0

I have a Linux based application (Drupal - PHP + Apache + MySQL) that is quickly scaling to hold thousands of pictures in the same folder. I am probably close to 2,000 right now. Are there any drawbacks of having so many images in a single folder? Could it represent an impact in terms of performance?

I am not planning to browse files in that folder and the server is simply serving the images when their URL is requested, but I wonder if I will have problems in the future (the application is scaling, scaling in terms of number of pictures and it could go as far as 20,000, 30,000 images...). Maybe I should plan a strategy for splitting this monstrous images folder into subfolders, like using usernames for subfolders, or the year-month the picture was uploaded.

In a nutshell, the questions are: is it bad to have thousands of images in the same folder for a Linux server (not sure which flavor is being used for my app, it is actually in a shared hosting environment)? Should I do something to avoid this approach and split those items into subfolders? Are there any recommendations in terms of number of files per folder, or maximum number of files per folder?

Thank you for sharing your thoughts about this.

Marcos Buarque
  • 3,318
  • 8
  • 44
  • 46

1 Answers1

1

It strongly depends on the file system (and also the mount options).

Recent file-systems (ext4, btrfs ....) are able to deal with huge directories containing a lot of files (so probably could deal with a directory with half a million files).

However, you won't be happy in the rare cases you need to fsck a multi-terabyte file system!

However, the shell (and globbing functions - read glob(7) and glob(3) etc...) may be unhappy with a directory of many thousand entries. (consider that autocomplete in an interactive shell may need to scan the directory). And the human user (e.g. some sysadmin) might be mad if ls needs a minute to answer many thousand lines....

I would recommend having no more than a few thousand files (including sub-directories) per directory.

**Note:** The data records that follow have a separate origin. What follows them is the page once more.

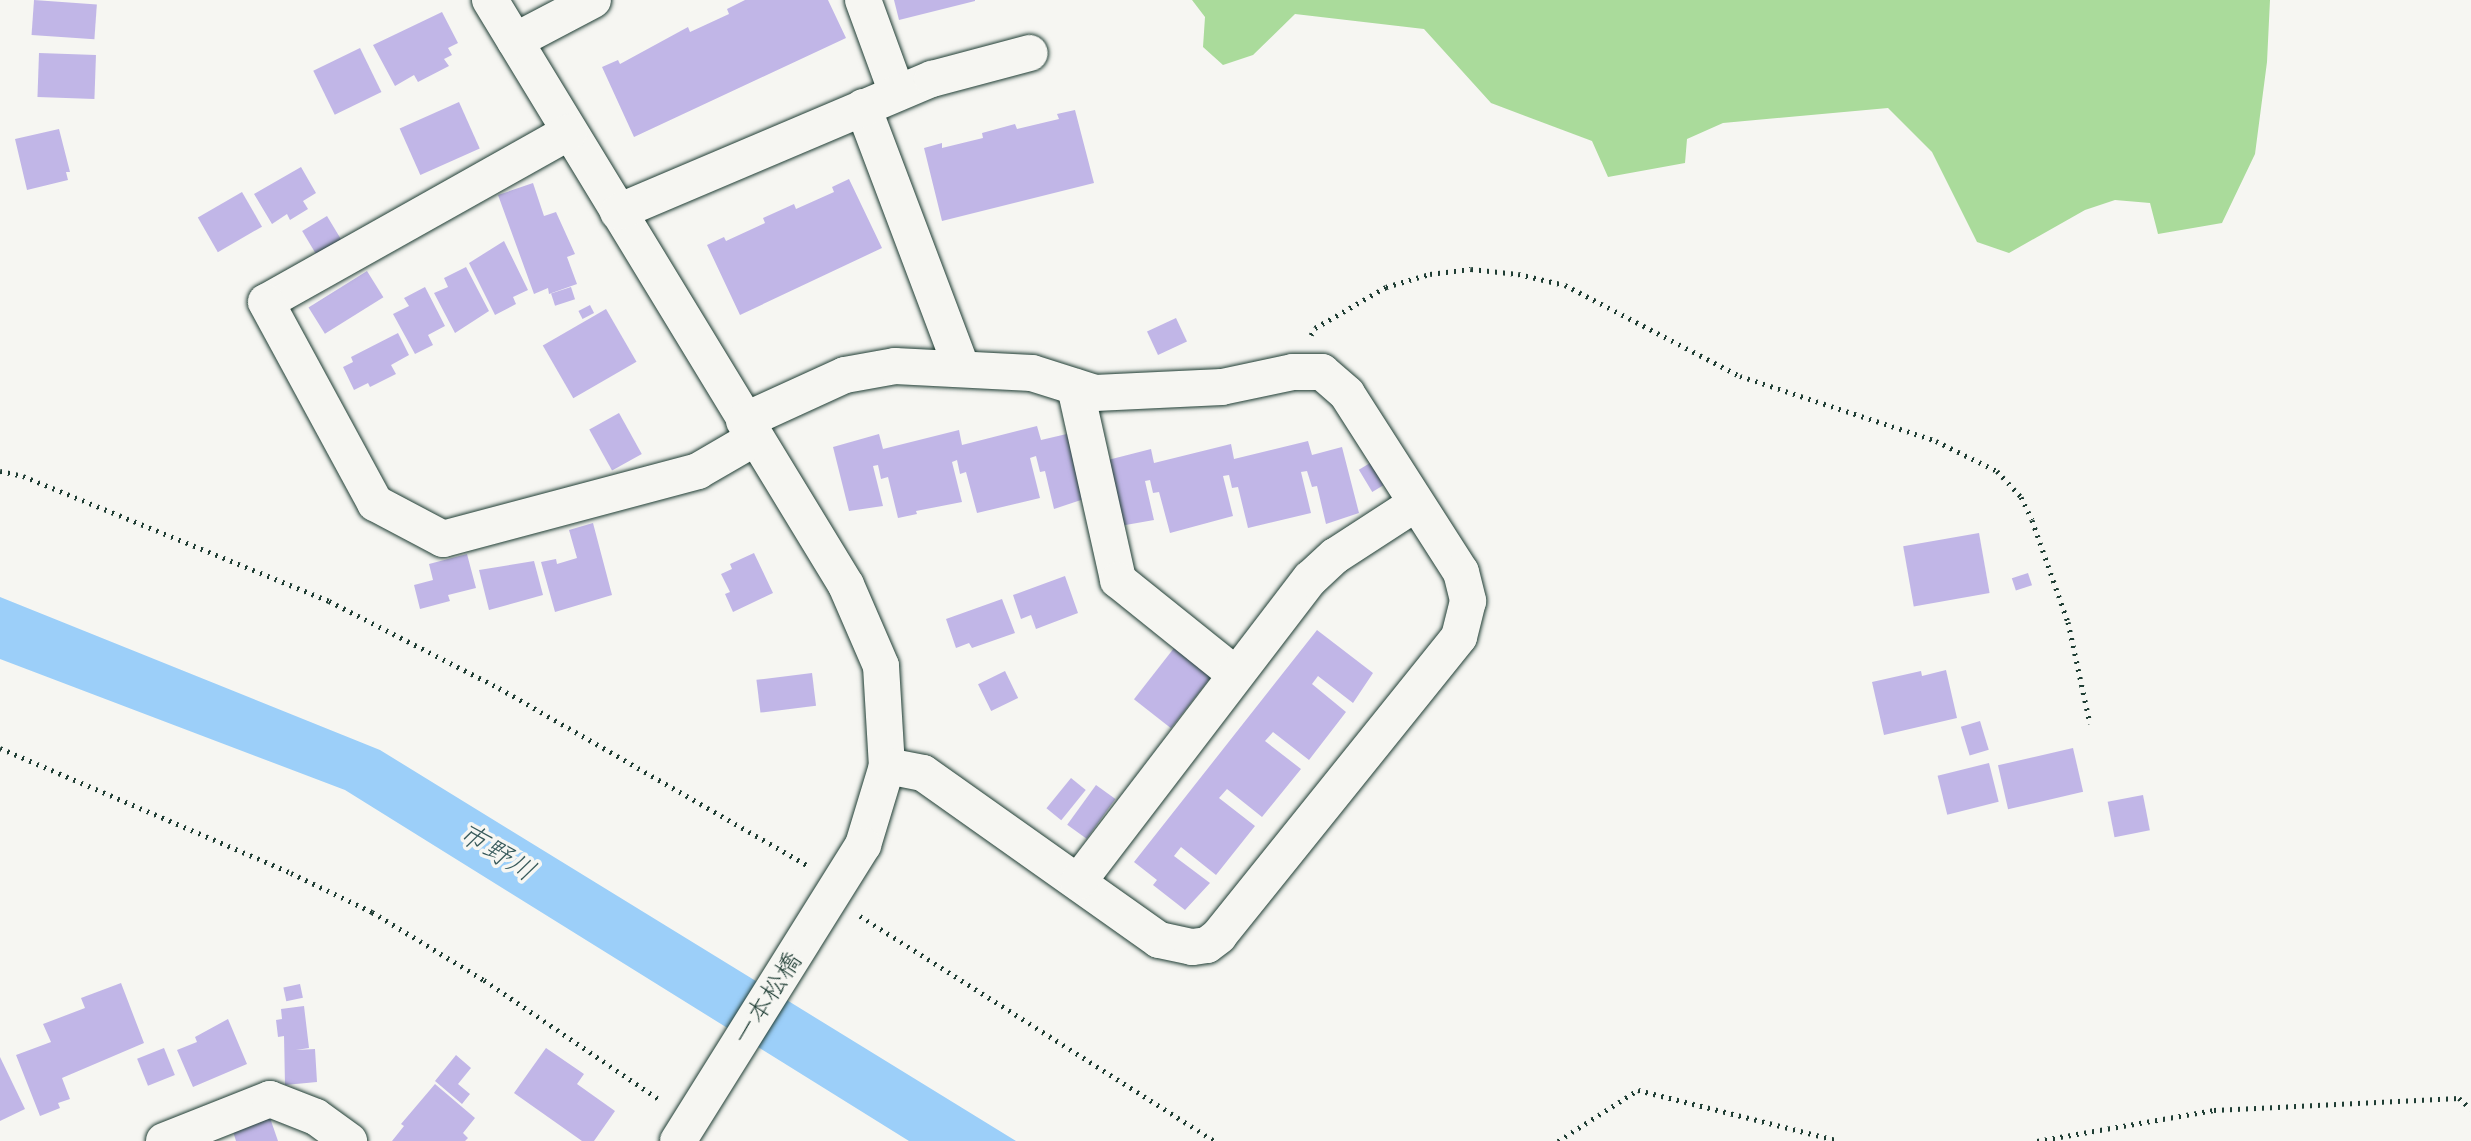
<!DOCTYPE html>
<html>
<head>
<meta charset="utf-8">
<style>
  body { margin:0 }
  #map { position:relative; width:2471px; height:1141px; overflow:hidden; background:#f6f6f2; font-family:"Comic Neue","Klee One",sans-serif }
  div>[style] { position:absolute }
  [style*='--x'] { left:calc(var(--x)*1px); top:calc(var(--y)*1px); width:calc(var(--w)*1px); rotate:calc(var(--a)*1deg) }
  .green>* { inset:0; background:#aadb9b }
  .water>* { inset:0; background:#9ccff9 }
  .building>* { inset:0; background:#c1b6e7; transform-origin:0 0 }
  .path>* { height:5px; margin-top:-2.5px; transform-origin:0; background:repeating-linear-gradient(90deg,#1f3d34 0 2px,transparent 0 8px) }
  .roads { filter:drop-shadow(0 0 2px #1f3d34) drop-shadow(0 0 2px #1f3d34) }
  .minor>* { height:36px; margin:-18px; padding:0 18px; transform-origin:18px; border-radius:18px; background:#f6f6f2 }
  span { translate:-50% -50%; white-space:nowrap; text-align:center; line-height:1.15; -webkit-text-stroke:7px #f6f6f2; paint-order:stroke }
  .street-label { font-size:26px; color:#1f3d34 }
  .water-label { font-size:28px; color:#385a5b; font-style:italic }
</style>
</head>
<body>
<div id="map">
  <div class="green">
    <div style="clip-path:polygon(1192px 0,2270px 0,2267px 62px,2255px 154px,2222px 223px,2158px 234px,2150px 203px,2115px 200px,2085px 210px,2009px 253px,1977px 242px,1932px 152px,1888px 108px,1723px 123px,1687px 139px,1685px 163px,1608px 177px,1592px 141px,1491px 103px,1424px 29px,1295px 14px,1253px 55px,1223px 65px,1203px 47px,1205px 17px)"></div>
  </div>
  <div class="water">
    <div style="clip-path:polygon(0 597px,380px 750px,1016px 1141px,909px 1141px,345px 790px,0 659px)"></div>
  </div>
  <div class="building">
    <div style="left:34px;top:0;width:63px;height:35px;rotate:4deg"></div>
    <div style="clip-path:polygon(745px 0,828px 0,846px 38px,634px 137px,602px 67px,618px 60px,620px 64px,688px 27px,690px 32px,729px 14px,727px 9px)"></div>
    <div style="clip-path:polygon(894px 0,975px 0,975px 1px,899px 20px)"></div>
    <div style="clip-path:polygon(442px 12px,458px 43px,448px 48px,452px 55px,444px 59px,449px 66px,418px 82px,414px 75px,395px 86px,373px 45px)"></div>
    <div style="left:360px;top:48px;width:49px;height:52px;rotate:64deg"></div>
    <div style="left:39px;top:53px;width:57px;height:44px;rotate:2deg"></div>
    <div style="left:459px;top:102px;width:51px;height:65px;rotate:66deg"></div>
    <div style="clip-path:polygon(1075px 110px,1094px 183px,942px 221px,924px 148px,942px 143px,942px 148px,983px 138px,982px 133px,1015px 124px,1017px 129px,1059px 119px,1057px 114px)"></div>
    <div style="clip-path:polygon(59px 129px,70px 172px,66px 172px,68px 180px,27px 190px,15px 139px)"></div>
    <div style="clip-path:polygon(301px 167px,316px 193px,303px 201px,308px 209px,290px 220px,287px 214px,272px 224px,254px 194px)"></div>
    <div style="clip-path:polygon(849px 179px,882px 248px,740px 315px,707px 245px,724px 237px,726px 241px,765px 223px,763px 218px,794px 204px,796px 209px,834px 192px,832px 187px)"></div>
    <div style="clip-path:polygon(533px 183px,544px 216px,556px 212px,575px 254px,567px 257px,577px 284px,549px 294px,548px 288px,534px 294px,498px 195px)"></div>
    <div style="left:242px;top:192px;width:40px;height:51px;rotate:60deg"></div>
    <div style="left:327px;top:216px;width:31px;height:29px;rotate:59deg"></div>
    <div style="clip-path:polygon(504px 241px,528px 290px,513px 297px,516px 304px,495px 315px,469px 263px)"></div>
    <div style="clip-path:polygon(466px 267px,489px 311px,455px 333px,434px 293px,448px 287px,444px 278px)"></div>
    <div style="left:367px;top:271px;width:31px;height:69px;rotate:58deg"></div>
    <div style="clip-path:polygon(425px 287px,445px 326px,428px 335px,433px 345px,415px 354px,393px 314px,409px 306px,404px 298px)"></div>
    <div style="left:571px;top:287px;width:13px;height:21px;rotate:72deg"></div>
    <div style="left:590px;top:305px;width:9px;height:13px;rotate:63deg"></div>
    <div style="left:606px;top:309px;width:61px;height:73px;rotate:60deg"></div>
    <div style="left:1176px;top:318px;width:26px;height:32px;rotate:65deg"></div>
    <div style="clip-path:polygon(398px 333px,409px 355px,391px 365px,396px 374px,370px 387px,368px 383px,354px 390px,343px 367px,353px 362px,351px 357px)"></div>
    <div style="left:619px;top:413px;width:47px;height:34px;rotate:61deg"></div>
    <div style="clip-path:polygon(1037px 426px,1041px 440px,1071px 433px,1087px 498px,1054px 509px,1045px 471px,1040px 472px,1036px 456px,1030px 458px,1040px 498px,977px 513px,966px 472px,960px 474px,957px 460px,952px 462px,962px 502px,916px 511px,917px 514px,898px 518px,888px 477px,881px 479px,878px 465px,873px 466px,883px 506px,849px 511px,833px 447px,879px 434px,883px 449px,959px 430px,962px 445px)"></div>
    <div style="clip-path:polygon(1308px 441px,1312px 455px,1342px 447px,1359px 513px,1326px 524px,1317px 486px,1312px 487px,1307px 471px,1301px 472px,1311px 513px,1248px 528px,1238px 487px,1232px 488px,1229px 475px,1223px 476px,1233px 516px,1170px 533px,1159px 492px,1153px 493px,1150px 480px,1145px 481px,1154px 520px,1120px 526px,1104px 461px,1151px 449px,1154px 463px,1231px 444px,1234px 459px)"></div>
    <div style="left:1370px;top:463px;width:26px;height:13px;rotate:59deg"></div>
    <div style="clip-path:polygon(593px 523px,612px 595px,555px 612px,541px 562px,556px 559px,557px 564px,577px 558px,569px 530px)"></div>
    <div style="left:1979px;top:533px;width:61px;height:77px;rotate:80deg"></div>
    <div style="clip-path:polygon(754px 553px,773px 593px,733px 612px,725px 594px,730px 592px,721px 574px,732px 569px,730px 564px)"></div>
    <div style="clip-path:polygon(467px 554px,476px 588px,448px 595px,450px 601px,420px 609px,414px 585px,433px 580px,429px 564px)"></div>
    <div style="clip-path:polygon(534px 561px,543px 595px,489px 610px,479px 570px)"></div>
    <div style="left:2028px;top:573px;width:13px;height:17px;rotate:72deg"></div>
    <div style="clip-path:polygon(1065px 576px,1078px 613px,1036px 629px,1031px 615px,1021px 619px,1013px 595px)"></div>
    <div style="clip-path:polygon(1002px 599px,1015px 633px,972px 648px,969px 643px,956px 648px,946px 619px)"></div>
    <div style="clip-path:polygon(1317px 630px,1373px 673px,1353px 703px,1318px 676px,1312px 684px,1346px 712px,1309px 760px,1273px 732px,1265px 741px,1301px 769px,1262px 817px,1227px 789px,1219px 798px,1255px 826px,1216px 875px,1181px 847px,1174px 856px,1210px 883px,1185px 910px,1153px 885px,1157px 880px,1134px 862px)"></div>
    <div style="left:1174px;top:648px;width:47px;height:65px;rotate:38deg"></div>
    <div style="clip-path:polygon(1946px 670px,1957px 718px,1884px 735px,1872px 682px,1921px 671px,1922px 676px)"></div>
    <div style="left:1005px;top:671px;width:30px;height:30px;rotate:64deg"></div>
    <div style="left:812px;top:673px;width:33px;height:56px;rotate:83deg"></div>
    <div style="left:1980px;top:721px;width:30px;height:20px;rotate:73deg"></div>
    <div style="left:2073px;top:748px;width:45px;height:77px;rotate:77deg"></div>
    <div style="left:1989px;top:763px;width:40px;height:53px;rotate:76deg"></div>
    <div style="left:1071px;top:778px;width:19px;height:39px;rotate:39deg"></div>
    <div style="left:1096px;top:785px;width:24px;height:49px;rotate:36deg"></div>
    <div style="left:2143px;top:795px;width:36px;height:36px;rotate:79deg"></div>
    <div style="clip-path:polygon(121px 983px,144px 1043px,62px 1078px,70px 1099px,58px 1103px,60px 1108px,40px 1116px,16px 1055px,51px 1042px,43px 1024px,85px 1008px,81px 998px)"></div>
    <div style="left:300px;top:984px;width:14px;height:17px;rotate:78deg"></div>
    <div style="clip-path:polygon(304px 1006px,309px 1048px,296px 1050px,315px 1049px,317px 1082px,285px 1085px,284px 1036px,278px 1037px,276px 1020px,282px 1019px,281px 1009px)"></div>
    <div style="clip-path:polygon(228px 1019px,247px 1064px,193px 1087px,177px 1050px,197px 1042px,195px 1037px)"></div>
    <div style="left:164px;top:1048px;width:29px;height:29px;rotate:68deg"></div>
    <div style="clip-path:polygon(546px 1048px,584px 1074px,577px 1084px,615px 1111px,594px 1141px,582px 1141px,514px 1093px)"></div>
    <div style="clip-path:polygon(456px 1055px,471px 1068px,458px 1084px,470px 1094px,462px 1104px,435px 1081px)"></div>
    <div style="clip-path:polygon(0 1057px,25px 1109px,0 1121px)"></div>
    <div style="clip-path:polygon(435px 1084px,475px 1118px,463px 1133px,468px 1138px,465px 1141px,392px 1141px,404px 1126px,401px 1124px)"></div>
    <div style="clip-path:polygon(269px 1115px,278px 1141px,236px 1141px,232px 1128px)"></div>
  </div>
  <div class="path">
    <div style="--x:1311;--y:335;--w:8;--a:-60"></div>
    <div style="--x:1315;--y:328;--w:82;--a:-30"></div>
    <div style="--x:1386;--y:287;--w:46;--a:-16.5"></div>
    <div style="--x:1430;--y:274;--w:41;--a:-7"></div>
    <div style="--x:1471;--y:269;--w:47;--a:6.1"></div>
    <div style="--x:1518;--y:274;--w:48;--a:13.2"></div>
    <div style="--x:1565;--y:285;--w:197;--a:27.5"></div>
    <div style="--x:1740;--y:376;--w:206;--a:18.3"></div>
    <div style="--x:1936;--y:441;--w:68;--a:26.2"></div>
    <div style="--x:1997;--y:471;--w:35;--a:47"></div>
    <div style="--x:2021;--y:497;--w:25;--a:64"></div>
    <div style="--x:2032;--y:520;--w:108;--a:70.6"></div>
    <div style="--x:2068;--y:622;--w:104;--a:77.8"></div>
    <div style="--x:0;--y:471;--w:24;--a:12"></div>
    <div style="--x:23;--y:476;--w:331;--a:22.2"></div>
    <div style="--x:329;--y:601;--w:191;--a:27.1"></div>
    <div style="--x:499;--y:688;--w:357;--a:29.9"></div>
    <div style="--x:0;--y:748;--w:317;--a:23.2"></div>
    <div style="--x:291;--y:873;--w:90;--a:25.7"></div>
    <div style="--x:372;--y:912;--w:131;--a:31.3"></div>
    <div style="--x:484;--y:980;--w:213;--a:34.3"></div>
    <div style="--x:860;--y:916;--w:419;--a:32.4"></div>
    <div style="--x:1558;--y:1141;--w:95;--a:-32.5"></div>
    <div style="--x:1638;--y:1090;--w:207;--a:14.2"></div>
    <div style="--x:2037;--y:1141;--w:180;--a:-9.9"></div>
    <div style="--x:2214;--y:1110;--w:245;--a:-2.8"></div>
    <div style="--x:2459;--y:1098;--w:16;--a:43"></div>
  </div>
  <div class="roads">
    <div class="minor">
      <div style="--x:490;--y:0;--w:685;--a:58.68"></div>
      <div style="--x:846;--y:585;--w:88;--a:66.6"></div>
      <div style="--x:881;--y:666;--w:100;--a:86.6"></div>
      <div style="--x:887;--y:766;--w:83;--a:106.9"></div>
      <div style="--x:863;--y:845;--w:349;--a:122"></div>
      <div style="--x:863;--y:0;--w:99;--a:69.9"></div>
      <div style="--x:515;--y:41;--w:88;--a:-27.7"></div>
      <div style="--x:863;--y:107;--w:277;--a:69.3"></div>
      <div style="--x:569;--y:132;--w:347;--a:150.7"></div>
      <div style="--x:266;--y:302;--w:229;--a:61.5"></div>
      <div style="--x:375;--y:503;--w:77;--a:27.9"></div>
      <div style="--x:443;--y:539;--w:264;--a:-14.9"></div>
      <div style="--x:698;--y:471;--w:66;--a:-30.1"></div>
      <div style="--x:618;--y:212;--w:341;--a:-23"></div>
      <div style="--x:932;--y:79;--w:101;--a:-14.9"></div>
      <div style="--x:1075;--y:387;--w:198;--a:77.4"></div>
      <div style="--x:1118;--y:580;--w:151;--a:38.8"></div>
      <div style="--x:744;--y:421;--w:111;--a:-24.5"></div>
      <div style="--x:845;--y:375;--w:51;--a:-10.2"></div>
      <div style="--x:895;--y:366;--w:137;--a:2.9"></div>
      <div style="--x:1032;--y:373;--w:66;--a:17.6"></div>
      <div style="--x:1095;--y:393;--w:127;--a:-2.7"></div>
      <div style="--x:1222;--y:387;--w:73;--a:-11.9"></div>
      <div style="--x:1293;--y:372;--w:29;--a:0"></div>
      <div style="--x:1322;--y:372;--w:33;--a:41"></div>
      <div style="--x:1347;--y:394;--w:211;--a:57.4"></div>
      <div style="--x:1461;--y:572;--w:30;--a:76"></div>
      <div style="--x:1468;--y:601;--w:37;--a:104"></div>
      <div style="--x:1459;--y:637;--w:383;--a:128.8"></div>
      <div style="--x:1219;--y:936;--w:15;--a:143"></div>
      <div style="--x:1207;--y:945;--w:15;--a:172"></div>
      <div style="--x:1192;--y:947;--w:34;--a:-168"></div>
      <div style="--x:1159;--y:940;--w:289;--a:-144.7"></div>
      <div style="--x:923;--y:773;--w:37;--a:-169"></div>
      <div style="--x:1078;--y:882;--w:382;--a:-52.6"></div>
      <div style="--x:1310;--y:579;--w:34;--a:-43"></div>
      <div style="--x:1335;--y:556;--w:95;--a:-33"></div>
      <div style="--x:164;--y:1141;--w:114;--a:-21.6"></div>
      <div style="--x:270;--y:1099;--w:49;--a:21.4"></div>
      <div style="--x:316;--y:1117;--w:41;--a:36"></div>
    </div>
  </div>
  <div class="street-label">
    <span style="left:768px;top:999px;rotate:-57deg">一本松橋</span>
  </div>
  <div class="water-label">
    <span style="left:497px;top:852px;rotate:32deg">市野川</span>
  </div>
</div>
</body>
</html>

Consider organizing your images like a0/001.png ... a0/999.png a1/001.png ... a1/999.png .... b9/ etc...

And if you have really a huge lot of files, you might want to use different file systems for them (e.g. a0/ ... a9/ on one disk and b0/ ... b9/ on another one) .... or use LVM, or perhaps OpenStack Swift object storage or Cinder block storage, etc.

Look also into Nosql databases...

BTW, if you aim to scale to petabyte storage, things will become less easy....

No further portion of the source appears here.